In February 1941 Flowers' director, W. Gordon Radley, was asked for help by Alan Turing who was based at the government's codebreaking establishment at Bletchley Park. A new decoder system was required for Turing's Bombe system to break Enigma codes. Flowers was sent to help, and although the project was eventually abandoned, Turing was so impressed with the work Flowers had put in, that he introduced him to a friend named Max Newman. Newman was a mathematician who believed that it was possible to mechanise the decoding process of Lorenz ciphers that William Tutte and his codebreaking team had carried out by hand. He had built a machine in an attempt to do this with some success - nicknamed Heath Robinson - but it kept breaking down. Although he was brought in to fix it, Flowers believed that he was capable of building a different and better machine than Newman’s and he started the task in February 1943, finishing the first machine in December the same year.
Called Colossus, Flowers' machine was the world's first programmable computer. It worked off 1,800 thermion valves, though many believed that this was a weakness as valves were notoriously unreliable and prone to breaking down. Although he was forced by Bletchley Park management to proceed on his own (and fund the project with his own money), from his time as a GPO engineer, Flowers knew that valves mainly broke down when a machine was switched on and off all the time. Colossus was left on permanently in what he described as a ‘stable environment’. It proved to be a powerful machine. Newman’s Heath Robinson could read 1,000 characters a minute when it was working, but with its reliability issues, this figure was frequently a lot less, and the whole process needed speeding up with D-Day fast approaching. Colossus was able to read 5,000 characters a minute with excellent reliability. By the end of World War Two, British intelligence had access to ten Colossus machines, and all but two were dismantled once the war was over: they were used at Government Communications Headquarters (GCHQ) before being dismantled between 1959-60.
Flowers was rewarded with an MBE and a £1,000 grant, which did not even cover what he had invested in Colossus. It is a mark of the man that he divided the £1,000 among the team that had helped him and at the end of it, he gave himself £350. Like all the work undertaken at Bletchley Park, Flowers' role in the war was classified and sworn to secrecy. In 1982, when Flowers was asked to give a lecture in America, he had to consult with the MOD as to what topics he could cover, and more especially what topics were still classified.
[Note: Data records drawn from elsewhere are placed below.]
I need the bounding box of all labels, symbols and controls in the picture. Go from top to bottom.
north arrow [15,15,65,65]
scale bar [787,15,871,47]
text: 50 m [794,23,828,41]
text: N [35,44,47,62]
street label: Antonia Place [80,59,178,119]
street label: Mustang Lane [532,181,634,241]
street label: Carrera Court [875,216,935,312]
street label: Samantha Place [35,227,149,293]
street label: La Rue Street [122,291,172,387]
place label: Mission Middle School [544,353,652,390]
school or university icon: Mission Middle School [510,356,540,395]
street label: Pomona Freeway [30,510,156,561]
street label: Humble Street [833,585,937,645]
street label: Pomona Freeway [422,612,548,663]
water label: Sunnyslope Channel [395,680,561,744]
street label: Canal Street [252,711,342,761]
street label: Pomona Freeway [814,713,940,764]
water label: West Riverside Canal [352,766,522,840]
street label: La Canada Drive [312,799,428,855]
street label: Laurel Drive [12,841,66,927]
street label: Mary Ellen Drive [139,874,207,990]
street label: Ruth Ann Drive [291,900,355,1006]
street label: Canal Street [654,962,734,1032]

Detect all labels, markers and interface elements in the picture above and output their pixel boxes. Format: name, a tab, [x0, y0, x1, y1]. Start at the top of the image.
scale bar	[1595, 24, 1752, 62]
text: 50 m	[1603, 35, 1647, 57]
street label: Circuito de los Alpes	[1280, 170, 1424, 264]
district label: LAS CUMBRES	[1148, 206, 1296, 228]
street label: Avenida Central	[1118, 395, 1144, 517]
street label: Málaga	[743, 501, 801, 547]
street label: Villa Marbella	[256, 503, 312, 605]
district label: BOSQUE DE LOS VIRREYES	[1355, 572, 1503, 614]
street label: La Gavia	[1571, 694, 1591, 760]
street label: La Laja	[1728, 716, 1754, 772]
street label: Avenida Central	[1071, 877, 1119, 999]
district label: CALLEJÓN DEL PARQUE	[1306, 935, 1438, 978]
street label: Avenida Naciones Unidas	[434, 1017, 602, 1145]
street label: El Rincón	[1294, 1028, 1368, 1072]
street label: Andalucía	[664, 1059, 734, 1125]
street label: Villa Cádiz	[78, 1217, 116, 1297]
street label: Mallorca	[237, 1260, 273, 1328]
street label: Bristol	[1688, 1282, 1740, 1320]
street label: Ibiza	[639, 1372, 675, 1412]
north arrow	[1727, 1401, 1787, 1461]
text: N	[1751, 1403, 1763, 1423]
Despite never been honoured by the government for his his work during the war, a road in the area where the research centre for the GPO had been at Dollis Hill is named Flowers Close. An education centre was named after him in Tower Hamlets, London in 2010, which is now the Tommy Flowers Centre, part of the Tower Hamlets Pupil Referral Unit. In 2013, British Telecom (successor to GPO) unveiled a life-sized bronze bust to honour his legacy near its R&D centre in Ipswich.
He died on October 28th 1998, aged 92.
Alan Turing
His early studies were at King’s College, Cambridge where he was elected a Fellow in 1935. In 1936, Turing published his paper
On Computable Numbers, with an Application to the Entscheidungsproblem, in which he reformulated Kurt Gödel's 1931 results on the limits of proof and computation, replacing Gödel's universal arithmetic-based formal language with the formal and simple hypothetical devices that became known as Turing machines. In June 1938 he obtained his Ph.D at Princeton University, New Jersey. His dissertation,
Systems of Logic Based on Ordinals, introduced the concept of ordinal logic and the notion of relative computing, where Turing machines are augmented with so-called oracles, allowing the study of problems that cannot be solved alone by Turing machines.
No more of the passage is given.